→ **Assigned task**: With pictures left out, write out exactly every line from the start of the data through the one that contains "width:36px; height:36px; display:grid;".

→ **Data for the task**:
══════

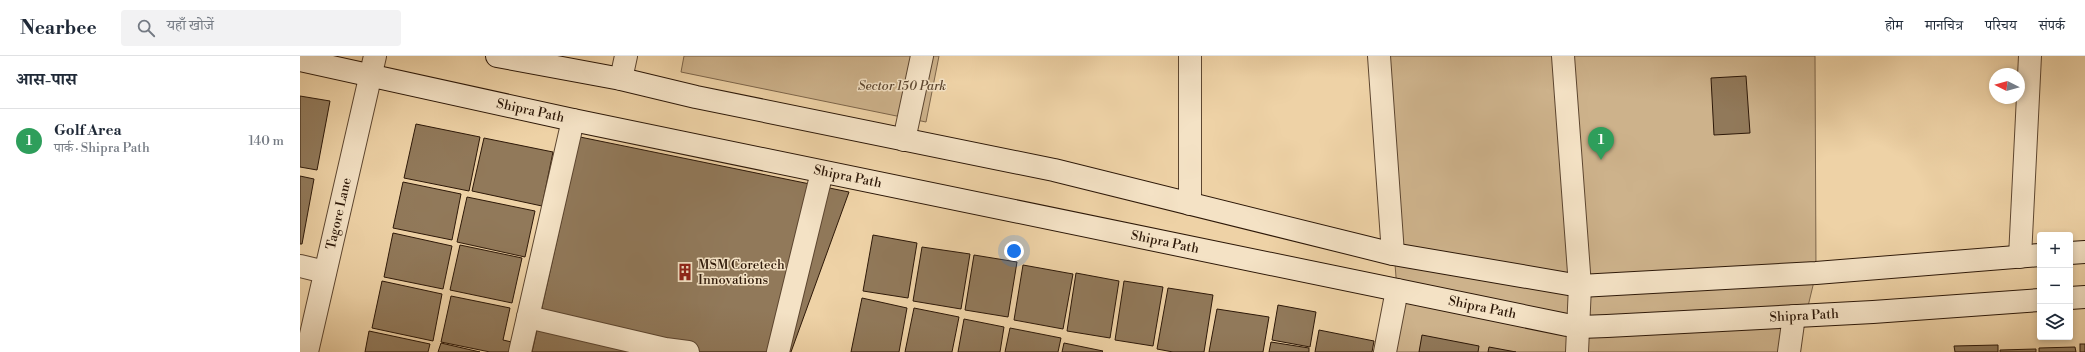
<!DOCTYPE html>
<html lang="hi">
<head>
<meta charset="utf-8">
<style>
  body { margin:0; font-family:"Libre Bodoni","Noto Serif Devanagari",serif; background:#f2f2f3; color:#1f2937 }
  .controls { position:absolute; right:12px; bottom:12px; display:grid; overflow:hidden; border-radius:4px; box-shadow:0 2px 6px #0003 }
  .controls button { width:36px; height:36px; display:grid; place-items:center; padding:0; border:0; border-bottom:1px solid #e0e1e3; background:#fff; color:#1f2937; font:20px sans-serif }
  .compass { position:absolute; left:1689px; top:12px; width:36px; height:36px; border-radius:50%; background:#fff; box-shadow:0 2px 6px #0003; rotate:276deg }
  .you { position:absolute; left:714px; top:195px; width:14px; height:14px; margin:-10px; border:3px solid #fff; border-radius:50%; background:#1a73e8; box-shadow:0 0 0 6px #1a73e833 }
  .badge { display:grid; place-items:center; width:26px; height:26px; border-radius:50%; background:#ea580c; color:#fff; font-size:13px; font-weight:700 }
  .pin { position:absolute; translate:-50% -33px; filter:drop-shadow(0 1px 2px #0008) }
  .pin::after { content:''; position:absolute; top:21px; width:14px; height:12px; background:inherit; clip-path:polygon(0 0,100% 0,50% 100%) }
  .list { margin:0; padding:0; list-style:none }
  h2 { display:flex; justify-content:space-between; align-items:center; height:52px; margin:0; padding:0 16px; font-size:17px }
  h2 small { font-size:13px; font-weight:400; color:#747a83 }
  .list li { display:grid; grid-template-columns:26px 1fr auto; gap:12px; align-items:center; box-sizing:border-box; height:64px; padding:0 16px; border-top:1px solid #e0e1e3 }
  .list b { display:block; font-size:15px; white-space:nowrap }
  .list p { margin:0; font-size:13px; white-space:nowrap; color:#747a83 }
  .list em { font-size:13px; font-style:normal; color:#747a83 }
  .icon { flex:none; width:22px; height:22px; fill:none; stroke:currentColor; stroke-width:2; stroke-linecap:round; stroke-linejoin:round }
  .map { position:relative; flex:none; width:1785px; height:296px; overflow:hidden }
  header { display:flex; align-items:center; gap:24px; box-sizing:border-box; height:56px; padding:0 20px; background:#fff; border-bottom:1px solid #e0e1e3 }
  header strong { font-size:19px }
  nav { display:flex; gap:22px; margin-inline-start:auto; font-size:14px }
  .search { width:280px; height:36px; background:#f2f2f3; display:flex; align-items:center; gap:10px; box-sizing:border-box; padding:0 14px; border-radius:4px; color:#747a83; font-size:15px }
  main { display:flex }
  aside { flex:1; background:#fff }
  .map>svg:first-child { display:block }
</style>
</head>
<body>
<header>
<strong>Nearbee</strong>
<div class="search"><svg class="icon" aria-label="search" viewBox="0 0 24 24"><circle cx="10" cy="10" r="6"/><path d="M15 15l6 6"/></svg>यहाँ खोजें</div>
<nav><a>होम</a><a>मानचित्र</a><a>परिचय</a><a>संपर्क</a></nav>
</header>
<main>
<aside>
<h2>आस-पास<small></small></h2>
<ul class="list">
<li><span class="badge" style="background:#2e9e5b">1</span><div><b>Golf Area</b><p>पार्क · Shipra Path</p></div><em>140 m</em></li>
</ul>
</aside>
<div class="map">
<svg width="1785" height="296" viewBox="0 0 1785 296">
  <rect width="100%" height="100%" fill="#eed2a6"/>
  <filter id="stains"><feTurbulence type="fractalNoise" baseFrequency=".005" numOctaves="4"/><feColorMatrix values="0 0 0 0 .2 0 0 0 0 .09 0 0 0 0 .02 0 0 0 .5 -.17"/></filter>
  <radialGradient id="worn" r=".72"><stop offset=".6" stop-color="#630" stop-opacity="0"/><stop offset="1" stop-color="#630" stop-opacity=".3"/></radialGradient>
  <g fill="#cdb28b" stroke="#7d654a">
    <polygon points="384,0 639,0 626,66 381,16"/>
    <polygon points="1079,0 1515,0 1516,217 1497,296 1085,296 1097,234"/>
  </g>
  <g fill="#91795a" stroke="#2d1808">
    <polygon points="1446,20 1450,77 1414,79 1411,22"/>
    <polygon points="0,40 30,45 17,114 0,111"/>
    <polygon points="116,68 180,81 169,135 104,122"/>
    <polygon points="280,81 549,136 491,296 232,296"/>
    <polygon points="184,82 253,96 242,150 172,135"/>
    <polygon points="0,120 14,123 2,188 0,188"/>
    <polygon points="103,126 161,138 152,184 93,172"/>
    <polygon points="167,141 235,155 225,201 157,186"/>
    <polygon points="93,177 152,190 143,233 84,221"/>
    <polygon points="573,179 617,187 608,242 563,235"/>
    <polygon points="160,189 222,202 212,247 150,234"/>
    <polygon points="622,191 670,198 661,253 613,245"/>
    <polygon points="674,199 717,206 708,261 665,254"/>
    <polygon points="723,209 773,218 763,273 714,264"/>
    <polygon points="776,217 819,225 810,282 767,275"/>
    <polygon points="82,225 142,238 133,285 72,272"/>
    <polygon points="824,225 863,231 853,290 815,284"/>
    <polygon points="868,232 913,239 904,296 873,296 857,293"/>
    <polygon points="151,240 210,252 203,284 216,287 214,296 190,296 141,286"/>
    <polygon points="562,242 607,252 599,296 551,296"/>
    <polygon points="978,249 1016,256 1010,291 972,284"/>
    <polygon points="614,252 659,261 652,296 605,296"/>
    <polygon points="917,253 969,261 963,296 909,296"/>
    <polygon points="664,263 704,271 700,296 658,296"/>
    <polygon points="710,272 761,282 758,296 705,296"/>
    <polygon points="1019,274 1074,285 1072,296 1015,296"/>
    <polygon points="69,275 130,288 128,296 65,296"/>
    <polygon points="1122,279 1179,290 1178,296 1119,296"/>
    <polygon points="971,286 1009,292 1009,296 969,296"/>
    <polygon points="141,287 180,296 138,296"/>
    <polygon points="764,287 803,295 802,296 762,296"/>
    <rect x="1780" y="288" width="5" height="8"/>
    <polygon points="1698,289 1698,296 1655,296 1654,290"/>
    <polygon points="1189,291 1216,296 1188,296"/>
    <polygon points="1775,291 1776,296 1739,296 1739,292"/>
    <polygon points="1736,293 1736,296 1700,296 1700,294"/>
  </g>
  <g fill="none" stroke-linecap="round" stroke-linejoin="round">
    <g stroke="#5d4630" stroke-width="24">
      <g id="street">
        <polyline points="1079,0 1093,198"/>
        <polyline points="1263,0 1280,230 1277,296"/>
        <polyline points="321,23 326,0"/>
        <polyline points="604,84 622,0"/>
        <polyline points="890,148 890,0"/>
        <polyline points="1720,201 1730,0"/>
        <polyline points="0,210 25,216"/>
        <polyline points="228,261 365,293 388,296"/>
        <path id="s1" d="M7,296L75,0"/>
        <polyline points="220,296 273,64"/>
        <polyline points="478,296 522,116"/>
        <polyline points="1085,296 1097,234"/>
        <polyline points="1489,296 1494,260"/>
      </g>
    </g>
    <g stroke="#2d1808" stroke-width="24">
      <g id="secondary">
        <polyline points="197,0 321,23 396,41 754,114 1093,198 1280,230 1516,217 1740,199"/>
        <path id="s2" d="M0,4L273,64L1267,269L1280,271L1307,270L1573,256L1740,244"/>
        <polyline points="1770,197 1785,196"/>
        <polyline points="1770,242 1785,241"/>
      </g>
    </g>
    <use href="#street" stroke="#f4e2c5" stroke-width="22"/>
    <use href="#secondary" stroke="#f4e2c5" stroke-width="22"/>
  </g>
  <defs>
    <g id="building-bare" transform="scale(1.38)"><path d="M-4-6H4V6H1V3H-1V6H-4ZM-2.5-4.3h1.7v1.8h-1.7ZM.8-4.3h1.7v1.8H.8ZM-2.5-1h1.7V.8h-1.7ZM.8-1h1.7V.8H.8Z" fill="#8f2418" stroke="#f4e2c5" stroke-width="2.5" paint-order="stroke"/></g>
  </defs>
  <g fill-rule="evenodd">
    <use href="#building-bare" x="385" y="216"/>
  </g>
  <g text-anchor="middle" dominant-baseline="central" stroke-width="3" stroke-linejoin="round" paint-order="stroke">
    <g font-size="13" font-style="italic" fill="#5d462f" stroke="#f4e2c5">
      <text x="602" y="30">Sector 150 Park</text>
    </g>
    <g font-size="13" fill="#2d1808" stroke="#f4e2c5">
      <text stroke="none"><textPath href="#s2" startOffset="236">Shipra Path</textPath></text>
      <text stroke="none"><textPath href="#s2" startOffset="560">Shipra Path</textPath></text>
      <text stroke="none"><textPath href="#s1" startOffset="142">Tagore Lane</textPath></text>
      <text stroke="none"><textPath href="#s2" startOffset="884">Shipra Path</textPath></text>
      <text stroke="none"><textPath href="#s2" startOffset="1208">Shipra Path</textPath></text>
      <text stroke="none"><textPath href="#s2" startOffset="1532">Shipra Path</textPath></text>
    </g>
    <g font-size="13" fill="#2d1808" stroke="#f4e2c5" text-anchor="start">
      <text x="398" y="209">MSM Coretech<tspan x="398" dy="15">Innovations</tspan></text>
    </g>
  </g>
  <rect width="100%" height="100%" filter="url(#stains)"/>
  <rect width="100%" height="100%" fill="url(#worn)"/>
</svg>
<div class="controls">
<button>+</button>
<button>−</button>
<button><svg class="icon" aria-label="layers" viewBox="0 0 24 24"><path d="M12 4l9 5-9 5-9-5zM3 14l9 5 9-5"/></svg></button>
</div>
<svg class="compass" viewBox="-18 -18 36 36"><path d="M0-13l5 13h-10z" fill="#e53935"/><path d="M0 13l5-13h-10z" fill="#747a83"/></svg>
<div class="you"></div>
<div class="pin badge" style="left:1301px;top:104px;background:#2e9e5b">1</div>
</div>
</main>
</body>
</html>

══════

→ **Solution for this exercise**:
<!DOCTYPE html>
<html lang="hi">
<head>
<meta charset="utf-8">
<style>
  body { margin:0; font-family:"Libre Bodoni","Noto Serif Devanagari",serif; background:#f2f2f3; color:#1f2937 }
  .controls { position:absolute; right:12px; bottom:12px; display:grid; overflow:hidden; border-radius:4px; box-shadow:0 2px 6px #0003 }
  .controls button { width:36px; height:36px; display:grid; place-items:center; padding:0; border:0; border-bottom:1px solid #e0e1e3; background:#fff; color:#1f2937; font:20px sans-serif }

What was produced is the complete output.